JotLoc (www.pdabusiness.com/jotloc). Palm OS only. features a pass picture (such as a signature) instead of a traditional password and can be set for multiple lock-on and lock-off times. $11.95. Free demo version available.
Microsoft Password for Pocket PC (www.microsoft.com/mobile/pocketpc/downloads/powertoys.asp). Pocket PC only. An upgrade from the original four-digit password security feature built into the Pocket PC. This application is already built into Pocket PC 2002 software. It is not compatible with Hewlett Packard Jornado computers. Free.

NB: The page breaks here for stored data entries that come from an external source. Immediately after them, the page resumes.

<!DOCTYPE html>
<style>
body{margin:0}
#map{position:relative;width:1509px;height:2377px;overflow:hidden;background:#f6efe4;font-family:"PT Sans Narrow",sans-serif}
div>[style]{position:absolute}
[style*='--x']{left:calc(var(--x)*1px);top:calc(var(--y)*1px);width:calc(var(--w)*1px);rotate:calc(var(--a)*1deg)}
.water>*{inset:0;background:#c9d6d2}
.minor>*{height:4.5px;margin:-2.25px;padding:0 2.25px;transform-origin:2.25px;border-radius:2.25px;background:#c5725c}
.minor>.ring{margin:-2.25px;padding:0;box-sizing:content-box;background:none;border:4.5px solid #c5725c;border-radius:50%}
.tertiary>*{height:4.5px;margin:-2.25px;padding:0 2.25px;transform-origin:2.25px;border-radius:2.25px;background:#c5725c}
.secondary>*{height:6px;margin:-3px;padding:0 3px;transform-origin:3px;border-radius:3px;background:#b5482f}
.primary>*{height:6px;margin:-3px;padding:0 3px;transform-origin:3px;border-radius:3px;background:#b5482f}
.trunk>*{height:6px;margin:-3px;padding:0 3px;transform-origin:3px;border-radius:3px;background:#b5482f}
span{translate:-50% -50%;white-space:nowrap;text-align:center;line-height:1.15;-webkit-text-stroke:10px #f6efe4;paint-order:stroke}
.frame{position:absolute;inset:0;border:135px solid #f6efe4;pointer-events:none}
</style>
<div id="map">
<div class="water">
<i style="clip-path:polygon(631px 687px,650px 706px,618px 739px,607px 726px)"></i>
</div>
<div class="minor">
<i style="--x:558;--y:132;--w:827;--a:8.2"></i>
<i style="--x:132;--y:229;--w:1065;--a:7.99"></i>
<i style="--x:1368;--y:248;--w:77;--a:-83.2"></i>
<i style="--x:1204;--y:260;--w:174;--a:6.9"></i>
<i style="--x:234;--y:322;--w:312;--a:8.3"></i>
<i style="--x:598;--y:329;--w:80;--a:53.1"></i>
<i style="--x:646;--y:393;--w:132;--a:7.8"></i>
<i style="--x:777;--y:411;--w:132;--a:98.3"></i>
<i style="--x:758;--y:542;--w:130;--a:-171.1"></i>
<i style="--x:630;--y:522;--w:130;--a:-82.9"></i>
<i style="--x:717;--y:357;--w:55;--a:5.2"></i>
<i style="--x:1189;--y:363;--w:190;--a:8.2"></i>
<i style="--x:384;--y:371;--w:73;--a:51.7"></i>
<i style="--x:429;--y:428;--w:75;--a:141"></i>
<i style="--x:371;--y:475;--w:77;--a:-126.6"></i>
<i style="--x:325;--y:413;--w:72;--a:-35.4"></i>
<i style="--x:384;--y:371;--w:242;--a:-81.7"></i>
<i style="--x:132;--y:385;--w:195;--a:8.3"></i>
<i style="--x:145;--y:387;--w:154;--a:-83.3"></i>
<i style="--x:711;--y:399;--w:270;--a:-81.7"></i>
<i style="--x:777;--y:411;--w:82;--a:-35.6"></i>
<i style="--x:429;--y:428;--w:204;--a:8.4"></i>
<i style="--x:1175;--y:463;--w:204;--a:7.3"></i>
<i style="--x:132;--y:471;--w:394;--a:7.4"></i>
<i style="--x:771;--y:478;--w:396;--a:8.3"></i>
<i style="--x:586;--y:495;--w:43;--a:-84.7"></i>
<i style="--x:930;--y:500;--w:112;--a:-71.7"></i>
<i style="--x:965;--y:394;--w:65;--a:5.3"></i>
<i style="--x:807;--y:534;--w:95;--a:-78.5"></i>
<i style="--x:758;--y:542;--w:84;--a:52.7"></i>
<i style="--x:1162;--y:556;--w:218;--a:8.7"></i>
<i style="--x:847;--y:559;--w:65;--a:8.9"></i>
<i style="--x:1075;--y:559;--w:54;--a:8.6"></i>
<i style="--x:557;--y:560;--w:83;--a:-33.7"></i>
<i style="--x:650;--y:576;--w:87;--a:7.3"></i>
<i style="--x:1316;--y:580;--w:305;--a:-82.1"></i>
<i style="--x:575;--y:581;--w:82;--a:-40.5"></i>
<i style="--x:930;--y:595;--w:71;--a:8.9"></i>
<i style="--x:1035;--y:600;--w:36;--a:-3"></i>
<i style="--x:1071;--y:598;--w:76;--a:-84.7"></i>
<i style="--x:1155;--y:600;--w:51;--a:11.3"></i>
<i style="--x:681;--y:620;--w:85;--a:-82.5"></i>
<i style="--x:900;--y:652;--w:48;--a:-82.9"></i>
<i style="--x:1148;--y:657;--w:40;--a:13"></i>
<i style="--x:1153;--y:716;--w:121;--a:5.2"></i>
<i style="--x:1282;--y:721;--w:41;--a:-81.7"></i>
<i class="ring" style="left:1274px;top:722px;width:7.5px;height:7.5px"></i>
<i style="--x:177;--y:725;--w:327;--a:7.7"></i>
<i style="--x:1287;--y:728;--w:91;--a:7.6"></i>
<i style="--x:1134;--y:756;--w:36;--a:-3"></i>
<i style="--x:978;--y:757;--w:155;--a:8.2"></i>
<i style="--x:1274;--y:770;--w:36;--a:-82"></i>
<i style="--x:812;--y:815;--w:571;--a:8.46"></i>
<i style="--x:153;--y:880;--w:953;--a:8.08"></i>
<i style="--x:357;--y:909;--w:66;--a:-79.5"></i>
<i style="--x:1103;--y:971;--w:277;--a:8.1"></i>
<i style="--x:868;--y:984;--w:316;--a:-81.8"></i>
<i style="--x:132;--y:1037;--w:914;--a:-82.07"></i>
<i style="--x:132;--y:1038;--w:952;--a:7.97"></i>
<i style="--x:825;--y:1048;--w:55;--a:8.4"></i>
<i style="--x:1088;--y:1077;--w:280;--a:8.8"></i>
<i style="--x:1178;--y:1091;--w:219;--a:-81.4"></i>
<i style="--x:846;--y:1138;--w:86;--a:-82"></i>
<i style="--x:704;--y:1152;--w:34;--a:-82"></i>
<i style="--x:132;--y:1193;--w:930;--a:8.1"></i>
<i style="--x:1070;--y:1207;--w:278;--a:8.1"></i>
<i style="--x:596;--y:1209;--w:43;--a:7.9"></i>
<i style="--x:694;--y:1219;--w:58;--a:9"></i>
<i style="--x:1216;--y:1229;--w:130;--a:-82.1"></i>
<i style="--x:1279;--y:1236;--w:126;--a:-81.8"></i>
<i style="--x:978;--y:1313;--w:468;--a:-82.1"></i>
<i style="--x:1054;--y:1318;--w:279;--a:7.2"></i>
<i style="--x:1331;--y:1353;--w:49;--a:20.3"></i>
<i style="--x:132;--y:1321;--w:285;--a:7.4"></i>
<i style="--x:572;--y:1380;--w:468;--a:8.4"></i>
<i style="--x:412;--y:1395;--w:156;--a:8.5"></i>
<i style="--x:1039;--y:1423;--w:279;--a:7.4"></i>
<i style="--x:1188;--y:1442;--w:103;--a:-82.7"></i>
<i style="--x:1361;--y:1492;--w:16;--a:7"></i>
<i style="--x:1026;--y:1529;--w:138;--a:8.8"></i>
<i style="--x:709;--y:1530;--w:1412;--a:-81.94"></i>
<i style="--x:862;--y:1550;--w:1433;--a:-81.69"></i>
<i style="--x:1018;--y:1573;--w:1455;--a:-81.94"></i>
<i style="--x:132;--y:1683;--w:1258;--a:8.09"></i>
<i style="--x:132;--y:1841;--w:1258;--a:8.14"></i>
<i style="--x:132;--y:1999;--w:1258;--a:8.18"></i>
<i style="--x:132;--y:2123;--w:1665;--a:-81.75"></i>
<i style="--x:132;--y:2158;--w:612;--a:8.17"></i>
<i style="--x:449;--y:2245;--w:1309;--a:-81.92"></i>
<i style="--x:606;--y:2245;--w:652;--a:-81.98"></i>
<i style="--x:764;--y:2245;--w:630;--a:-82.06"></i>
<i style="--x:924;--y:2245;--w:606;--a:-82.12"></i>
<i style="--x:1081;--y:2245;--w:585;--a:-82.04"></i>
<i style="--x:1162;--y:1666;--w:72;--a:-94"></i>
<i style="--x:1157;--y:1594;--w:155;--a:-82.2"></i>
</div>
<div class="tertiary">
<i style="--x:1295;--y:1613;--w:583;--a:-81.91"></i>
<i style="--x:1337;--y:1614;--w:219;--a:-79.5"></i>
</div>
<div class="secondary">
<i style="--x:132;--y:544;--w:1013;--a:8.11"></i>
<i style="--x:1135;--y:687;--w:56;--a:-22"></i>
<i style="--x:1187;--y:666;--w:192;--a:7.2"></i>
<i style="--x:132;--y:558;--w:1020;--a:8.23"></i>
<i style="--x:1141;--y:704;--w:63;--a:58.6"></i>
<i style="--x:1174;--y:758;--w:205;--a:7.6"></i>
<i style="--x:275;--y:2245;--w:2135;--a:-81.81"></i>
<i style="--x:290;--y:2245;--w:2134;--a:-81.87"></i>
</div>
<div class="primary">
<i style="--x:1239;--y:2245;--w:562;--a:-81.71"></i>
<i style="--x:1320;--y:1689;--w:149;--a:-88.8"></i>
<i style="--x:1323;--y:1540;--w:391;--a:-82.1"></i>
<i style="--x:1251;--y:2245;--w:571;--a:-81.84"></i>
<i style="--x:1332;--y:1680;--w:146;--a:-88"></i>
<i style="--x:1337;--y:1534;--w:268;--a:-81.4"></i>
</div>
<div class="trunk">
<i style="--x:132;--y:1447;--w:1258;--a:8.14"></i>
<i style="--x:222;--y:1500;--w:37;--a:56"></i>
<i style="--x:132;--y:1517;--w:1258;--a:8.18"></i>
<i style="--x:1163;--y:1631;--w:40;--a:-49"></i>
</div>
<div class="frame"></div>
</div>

MovianCrypt (www.certicom.com/products/movian/moviancrypt.html). Palm OS or Pocket PC. Incorporates password log-in with 128-bit transparent encryption software. features enhanced speed by using idle CPU time for re-encryption. $39.95.
OnlyMe by Tranzoa (www.tranzoa.com/onlyme/onlyme.htm). Palm OS only. features a large keyboard for quick password entry and timed lockouts if maximum number of password attempts is exceeded. Returns to the last-viewed screen when password is entered. $9.95. Free trial available.
PDA Defense (previously known as PDABomb) (www.pdadefense.com). Palm OS and Pocket PC. Encryption software available in either 64-bit (standard) or 128-bit (professional) version. Includes a “bomb” feature that wipes out all RAM database information if user exceeds the maximum number of password attempts. $19.95 standard and $29.95 professional. Free trial available.
PDASecure(www.goati.com/pdasecure.shtml). Palm OS and Pocket PC. Password protection and encryption software. Users can choose from six different encryption standards and select which applications to protect. $29 standard and $49 premium. Free trial available.
PocketLock (www.applian.com/pocketpc/pocketlock). Pocket PC only. Password protection of individual files or entire folders with a choice of seven different encryption standards. $19.95. Free trial available.
Sentry 2020 (www.softwinter.com/sentry_ce.html). Pocket PC only. Features 128-bit or more transparent encryption. $50. Free trial available.
Sign-On (www.shopcic.com/product_details/signonpalm_details.asp). Palm OS and Pocket PC. Uses personal signature for password protection. $19.99. Free trial available.
TealLock (www.tealpoint.com/softlock.htm). Palm OS only. 128-bit encryption software with customization options. $16.95. Free trial available.
Complying with HIPAA
The HIPAA privacy and security regulations do not specifically identify what measures will need to be taken to protect patient-identifiable health information stored or transmitted on PDAs. But protecting this information from breaches of privacy will probably require more than the built-in security features that come installed on most PDAs.
If you're serious about patient privacy, choose security software that incorporates password protection and data encryption. As physicians, we have always honored patient confidentiality. Regulations aside, adding a little extra security to your PDA is just another way to show respect for that long-held value.
Dr. Morrison is a family physician and associate director of the Mount Carmel Family Practice Residency in Columbus, Ohio. She is also author and webmaster of The Family Physician's Guide to Handheld Computer Software (www.fphandheld.com).
Conflicts of interest: none reported.